ノズル内部のパーツを交換すると、音が変化する
ノズル内部のフィルタを交換できる。左の手前にあるのがステンレス製のノズル。その奥にあるのが「カラー」。右側の白、黒、青がフィルタ
フィルタは非常に小さい
フィルタをステンレスノズルに入れ、イヤフォンに取り付ける
付属の器具を使って、カラーを締め込み、ノズルと本体を固定する

 ケーブルは耳掛け用にワイヤーフォームフィット機能を装備。スナップロック式のMMCXコネクタで本体と接続しており、取り外しが可能。ケブラー素材を使っている。SE535など、従来のSEシリーズと互換性がある。ケーブルは、162cmと114cmの2本を同梱。入力端子はステレオミニで、iPhoneなどを保護ケースに入れている場合でも接続しやすいよう、形状に配慮したとする。

 イヤーピースはフォームタイプとフレックスタイプを、それぞれS/M/Lの3サイズ同梱。イエローのフォームイヤパッドや、トリプルフランジタイプも同梱。標準プラグへの変換アダプタ、キャリングケース、航空機用プラグアダプタなども同梱。レベルコントローラーも備えている。

 インピーダンスは9Ω(1kHz)。ノイズ減衰量は37dB(最大)。再生周波数帯域は15Hz~20kHz。

イヤーピースを外したところ
付属のケーブル
入力端子はステレオミニ
ケーブルは着脱可能で、スナップロック式のMMCXコネクタを採用

SE535の次が“8”になった理由

モニタリング・カテゴリー・ディレクターであるマット・エングストローム氏
イヤホン・プロダクト・マネージャーのショーン・サリバン氏

 Shureのモニタリング・カテゴリー・ディレクターであるマット・エングストローム氏は、新モデル開発時のテーマとして、「沢山のドライバを入れれば入れるほど、メリットもあるが、デメリットも生まれる。限られたスペースの中で、個々のドライバが能力をしっかりと発揮できてはじめて、マルチウェイの意味がある。研究と検証を重ね、それぞれのドライバが最大限に能力を発揮しながら、歪もなく、上手くドライブできる技術を獲得した」と説明。

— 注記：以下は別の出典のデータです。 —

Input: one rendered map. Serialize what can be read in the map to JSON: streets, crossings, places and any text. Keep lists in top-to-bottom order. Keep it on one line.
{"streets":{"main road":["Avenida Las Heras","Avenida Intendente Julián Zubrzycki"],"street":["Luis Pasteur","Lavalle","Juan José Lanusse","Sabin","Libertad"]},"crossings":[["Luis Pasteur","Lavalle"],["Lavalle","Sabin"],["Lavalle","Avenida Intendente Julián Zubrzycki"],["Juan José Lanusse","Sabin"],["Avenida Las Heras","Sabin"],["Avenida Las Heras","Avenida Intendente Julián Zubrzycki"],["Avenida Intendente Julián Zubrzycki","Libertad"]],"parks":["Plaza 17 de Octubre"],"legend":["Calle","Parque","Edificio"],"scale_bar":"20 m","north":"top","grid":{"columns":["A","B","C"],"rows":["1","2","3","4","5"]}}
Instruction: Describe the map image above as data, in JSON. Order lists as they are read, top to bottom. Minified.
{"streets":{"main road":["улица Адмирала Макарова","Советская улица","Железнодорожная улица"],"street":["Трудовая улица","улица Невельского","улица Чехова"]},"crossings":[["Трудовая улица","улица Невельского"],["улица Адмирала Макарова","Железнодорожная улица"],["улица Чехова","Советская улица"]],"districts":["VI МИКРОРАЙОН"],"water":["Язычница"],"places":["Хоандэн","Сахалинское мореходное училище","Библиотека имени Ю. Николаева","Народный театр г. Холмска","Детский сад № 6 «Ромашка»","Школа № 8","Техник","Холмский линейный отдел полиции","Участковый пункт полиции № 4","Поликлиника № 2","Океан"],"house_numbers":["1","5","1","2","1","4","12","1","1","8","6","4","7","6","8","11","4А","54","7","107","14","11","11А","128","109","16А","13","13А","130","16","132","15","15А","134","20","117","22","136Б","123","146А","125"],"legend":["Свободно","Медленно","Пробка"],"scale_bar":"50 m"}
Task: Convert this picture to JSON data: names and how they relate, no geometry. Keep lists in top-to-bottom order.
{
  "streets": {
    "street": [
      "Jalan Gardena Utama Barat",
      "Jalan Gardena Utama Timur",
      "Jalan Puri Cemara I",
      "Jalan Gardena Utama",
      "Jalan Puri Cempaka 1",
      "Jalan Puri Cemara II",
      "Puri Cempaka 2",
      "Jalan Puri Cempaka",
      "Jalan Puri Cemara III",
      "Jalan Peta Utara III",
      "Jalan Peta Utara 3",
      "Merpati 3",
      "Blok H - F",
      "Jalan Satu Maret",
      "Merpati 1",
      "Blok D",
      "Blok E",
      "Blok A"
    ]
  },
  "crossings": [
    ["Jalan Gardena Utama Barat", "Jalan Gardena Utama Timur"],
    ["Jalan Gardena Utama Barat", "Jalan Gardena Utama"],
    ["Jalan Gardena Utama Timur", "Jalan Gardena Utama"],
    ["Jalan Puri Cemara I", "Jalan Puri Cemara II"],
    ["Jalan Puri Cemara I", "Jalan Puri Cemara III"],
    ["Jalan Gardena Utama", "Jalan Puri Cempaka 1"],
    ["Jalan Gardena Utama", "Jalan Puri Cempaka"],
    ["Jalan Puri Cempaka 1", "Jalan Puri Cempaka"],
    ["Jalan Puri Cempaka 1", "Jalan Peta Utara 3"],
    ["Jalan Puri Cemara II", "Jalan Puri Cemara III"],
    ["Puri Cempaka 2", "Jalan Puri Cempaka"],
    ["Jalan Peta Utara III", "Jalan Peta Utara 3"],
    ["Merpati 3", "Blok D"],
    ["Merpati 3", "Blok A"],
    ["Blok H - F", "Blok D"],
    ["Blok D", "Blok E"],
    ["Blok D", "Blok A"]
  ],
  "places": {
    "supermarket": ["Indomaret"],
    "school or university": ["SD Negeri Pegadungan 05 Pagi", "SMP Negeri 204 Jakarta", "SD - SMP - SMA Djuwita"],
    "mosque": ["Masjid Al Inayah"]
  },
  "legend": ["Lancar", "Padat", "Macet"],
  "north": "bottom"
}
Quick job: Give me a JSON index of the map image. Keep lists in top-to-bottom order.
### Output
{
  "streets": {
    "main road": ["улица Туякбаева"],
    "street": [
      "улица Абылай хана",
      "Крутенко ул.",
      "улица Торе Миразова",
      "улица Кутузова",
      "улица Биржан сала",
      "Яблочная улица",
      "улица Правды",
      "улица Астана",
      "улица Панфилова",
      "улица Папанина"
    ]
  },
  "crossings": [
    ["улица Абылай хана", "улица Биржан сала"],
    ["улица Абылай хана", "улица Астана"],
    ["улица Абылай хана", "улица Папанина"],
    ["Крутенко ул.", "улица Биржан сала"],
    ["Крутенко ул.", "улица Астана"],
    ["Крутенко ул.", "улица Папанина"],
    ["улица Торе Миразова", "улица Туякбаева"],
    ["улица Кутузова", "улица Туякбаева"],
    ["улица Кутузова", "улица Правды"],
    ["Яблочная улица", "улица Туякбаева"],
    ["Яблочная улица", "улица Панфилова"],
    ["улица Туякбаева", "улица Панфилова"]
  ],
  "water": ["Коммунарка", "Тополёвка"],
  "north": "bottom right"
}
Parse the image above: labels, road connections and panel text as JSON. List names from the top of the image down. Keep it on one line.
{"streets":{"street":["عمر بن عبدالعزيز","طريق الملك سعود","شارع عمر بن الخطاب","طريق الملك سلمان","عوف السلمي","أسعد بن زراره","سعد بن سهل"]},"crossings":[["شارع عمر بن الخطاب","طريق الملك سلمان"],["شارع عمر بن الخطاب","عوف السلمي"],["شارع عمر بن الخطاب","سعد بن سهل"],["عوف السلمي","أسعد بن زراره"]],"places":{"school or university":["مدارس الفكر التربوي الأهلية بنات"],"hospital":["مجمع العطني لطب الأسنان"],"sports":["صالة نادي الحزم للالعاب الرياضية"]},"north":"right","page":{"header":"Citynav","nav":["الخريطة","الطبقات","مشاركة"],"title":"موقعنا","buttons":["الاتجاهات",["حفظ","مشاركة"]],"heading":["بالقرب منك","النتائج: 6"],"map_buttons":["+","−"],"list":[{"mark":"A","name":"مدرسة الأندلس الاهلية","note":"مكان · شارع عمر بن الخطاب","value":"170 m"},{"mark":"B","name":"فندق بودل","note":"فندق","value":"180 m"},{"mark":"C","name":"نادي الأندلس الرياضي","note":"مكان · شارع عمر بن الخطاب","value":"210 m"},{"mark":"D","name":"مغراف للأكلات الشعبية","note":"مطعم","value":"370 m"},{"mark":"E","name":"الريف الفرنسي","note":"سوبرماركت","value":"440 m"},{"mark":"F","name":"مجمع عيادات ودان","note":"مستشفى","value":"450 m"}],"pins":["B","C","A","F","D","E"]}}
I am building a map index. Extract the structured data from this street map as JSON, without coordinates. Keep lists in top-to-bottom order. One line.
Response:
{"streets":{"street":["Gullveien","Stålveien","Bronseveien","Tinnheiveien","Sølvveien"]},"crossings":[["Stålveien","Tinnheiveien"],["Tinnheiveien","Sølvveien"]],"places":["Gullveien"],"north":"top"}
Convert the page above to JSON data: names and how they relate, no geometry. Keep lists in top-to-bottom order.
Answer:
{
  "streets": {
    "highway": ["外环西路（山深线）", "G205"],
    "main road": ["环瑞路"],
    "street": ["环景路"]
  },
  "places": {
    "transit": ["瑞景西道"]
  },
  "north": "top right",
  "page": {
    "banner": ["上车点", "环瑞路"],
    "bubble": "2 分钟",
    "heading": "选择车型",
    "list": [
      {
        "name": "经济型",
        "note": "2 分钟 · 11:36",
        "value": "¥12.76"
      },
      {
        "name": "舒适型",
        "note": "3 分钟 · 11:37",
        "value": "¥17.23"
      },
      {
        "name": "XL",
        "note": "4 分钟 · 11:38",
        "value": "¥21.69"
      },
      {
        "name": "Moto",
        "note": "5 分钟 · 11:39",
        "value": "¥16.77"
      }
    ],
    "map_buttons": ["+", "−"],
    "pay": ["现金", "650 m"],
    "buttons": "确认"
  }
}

 マット氏はさらに「開発には数年に渡る研究開発、数百の試作機、数千時間にも及ぶデザインと検証が必要だった」と、開発の苦労も振り返った。

 なお、SEシリーズのイヤフォンは、SE215、SE315、SE425、SE535と下位モデルから数字が続いているが、今回の「SE846」は数字がジャンプアップしていると共に、末尾も「5」から「6」に増えている。

 マット氏によれば、「従来、末尾が0のモデルがあり、そこからSE535のように“5”という数字になった。これは、ケーブルが着脱できるシリーズになった事を意味している。今回の846で“6”になったのは、ケーブルだけでなく、ノズル内部のフィルタも交換できるように進化したため。頭の数字が“8”なのは特に意味はないのだけれど(笑)、“凄いものが出来た”という気持ちで、6でも7でもなく“8”になった」という。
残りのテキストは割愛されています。